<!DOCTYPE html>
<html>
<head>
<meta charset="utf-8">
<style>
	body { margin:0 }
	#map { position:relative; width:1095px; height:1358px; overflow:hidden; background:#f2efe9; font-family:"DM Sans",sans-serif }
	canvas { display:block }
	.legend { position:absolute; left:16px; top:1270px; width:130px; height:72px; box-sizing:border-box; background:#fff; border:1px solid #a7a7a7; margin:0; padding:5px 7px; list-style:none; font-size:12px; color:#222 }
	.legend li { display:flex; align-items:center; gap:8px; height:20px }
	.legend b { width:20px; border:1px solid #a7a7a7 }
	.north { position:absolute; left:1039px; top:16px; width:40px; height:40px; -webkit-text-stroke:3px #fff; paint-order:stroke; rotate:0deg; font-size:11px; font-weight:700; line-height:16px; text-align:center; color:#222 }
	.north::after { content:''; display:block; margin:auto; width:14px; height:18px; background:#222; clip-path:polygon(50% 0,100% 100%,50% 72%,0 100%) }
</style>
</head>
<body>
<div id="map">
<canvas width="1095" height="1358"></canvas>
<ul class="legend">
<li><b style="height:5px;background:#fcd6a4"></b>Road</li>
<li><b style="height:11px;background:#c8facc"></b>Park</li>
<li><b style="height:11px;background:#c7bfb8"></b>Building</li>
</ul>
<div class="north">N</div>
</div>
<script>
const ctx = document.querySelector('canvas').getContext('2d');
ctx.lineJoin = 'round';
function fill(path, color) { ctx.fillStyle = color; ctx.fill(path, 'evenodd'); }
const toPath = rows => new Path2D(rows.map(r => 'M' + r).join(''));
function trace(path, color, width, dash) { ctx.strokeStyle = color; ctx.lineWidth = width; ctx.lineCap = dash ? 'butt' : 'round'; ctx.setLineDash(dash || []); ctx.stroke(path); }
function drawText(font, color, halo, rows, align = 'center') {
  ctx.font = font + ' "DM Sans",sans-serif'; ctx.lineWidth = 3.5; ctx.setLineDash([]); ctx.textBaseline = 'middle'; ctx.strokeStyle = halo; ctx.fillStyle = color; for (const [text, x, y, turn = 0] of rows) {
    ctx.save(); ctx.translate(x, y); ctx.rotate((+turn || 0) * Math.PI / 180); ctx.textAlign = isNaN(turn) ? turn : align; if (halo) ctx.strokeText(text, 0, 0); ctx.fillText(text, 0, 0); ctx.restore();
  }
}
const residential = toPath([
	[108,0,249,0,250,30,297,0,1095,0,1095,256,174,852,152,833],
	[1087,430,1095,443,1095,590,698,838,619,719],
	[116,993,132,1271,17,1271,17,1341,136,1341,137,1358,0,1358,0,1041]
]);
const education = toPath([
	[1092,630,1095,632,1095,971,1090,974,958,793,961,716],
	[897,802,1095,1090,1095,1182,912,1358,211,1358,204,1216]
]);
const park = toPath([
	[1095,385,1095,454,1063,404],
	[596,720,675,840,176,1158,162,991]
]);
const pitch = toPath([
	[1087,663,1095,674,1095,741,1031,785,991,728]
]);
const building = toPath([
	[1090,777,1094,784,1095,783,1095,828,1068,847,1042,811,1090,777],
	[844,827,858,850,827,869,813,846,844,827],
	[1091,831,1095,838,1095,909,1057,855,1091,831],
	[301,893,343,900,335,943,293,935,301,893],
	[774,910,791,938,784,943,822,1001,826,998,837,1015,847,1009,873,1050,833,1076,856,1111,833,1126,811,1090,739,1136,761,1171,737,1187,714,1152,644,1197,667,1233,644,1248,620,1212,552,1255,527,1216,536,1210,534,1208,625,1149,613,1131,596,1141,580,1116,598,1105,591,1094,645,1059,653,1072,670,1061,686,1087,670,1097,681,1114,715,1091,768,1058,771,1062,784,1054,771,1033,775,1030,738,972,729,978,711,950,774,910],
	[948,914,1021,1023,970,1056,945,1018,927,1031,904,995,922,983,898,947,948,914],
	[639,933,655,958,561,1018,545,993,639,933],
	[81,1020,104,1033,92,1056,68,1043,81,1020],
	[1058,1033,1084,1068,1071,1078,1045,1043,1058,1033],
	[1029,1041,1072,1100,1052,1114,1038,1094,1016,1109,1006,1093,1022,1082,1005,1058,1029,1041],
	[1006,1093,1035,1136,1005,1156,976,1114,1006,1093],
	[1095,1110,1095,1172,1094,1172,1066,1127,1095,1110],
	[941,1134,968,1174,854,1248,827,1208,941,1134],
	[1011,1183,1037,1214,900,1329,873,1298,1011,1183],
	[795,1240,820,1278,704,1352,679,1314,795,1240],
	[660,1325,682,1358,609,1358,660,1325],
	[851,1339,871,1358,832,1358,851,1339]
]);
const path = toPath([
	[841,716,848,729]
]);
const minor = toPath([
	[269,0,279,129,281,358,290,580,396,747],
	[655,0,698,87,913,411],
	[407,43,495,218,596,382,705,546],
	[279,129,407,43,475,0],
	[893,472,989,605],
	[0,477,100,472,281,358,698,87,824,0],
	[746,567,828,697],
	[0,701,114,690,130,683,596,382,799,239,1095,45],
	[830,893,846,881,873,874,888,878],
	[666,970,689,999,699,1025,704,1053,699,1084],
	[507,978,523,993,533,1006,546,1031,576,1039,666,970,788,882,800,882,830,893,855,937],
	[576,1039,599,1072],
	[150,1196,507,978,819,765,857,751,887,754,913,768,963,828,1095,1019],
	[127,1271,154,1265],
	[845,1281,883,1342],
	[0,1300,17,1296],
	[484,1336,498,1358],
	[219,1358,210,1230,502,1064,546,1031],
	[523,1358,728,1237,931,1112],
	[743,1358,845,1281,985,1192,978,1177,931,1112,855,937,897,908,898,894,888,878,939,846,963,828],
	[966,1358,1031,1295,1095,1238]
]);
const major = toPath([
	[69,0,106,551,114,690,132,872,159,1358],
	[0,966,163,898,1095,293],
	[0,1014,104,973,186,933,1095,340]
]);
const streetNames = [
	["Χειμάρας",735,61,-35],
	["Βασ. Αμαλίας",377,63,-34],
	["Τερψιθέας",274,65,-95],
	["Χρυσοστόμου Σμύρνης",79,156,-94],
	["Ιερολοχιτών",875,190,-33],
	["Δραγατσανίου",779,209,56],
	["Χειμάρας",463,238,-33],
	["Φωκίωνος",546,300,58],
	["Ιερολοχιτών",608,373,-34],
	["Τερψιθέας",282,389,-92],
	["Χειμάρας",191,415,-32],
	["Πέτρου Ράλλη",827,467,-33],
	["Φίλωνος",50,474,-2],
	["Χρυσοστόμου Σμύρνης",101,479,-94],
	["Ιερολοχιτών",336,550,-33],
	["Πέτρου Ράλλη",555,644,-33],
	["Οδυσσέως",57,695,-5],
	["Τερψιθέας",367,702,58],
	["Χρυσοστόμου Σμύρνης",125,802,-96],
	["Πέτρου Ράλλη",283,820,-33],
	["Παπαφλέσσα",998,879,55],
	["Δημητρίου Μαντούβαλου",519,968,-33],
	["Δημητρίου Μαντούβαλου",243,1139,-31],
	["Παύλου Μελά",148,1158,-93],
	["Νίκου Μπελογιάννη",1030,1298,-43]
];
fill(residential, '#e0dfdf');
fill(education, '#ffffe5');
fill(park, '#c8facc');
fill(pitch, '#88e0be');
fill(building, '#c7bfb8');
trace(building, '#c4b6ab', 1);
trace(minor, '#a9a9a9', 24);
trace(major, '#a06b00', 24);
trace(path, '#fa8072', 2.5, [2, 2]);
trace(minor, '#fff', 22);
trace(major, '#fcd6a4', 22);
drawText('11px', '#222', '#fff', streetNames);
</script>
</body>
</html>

--*--

REQUIRED WORK:
Take each line from the preceding material that contains "halo" and copy it.

RESULT OF THIS TASK:
function drawText(font, color, halo, rows, align = 'center') {
  ctx.font = font + ' "DM Sans",sans-serif'; ctx.lineWidth = 3.5; ctx.setLineDash([]); ctx.textBaseline = 'middle'; ctx.strokeStyle = halo; ctx.fillStyle = color; for (const [text, x, y, turn = 0] of rows) {
    ctx.save(); ctx.translate(x, y); ctx.rotate((+turn || 0) * Math.PI / 180); ctx.textAlign = isNaN(turn) ? turn : align; if (halo) ctx.strokeText(text, 0, 0); ctx.fillText(text, 0, 0); ctx.restore();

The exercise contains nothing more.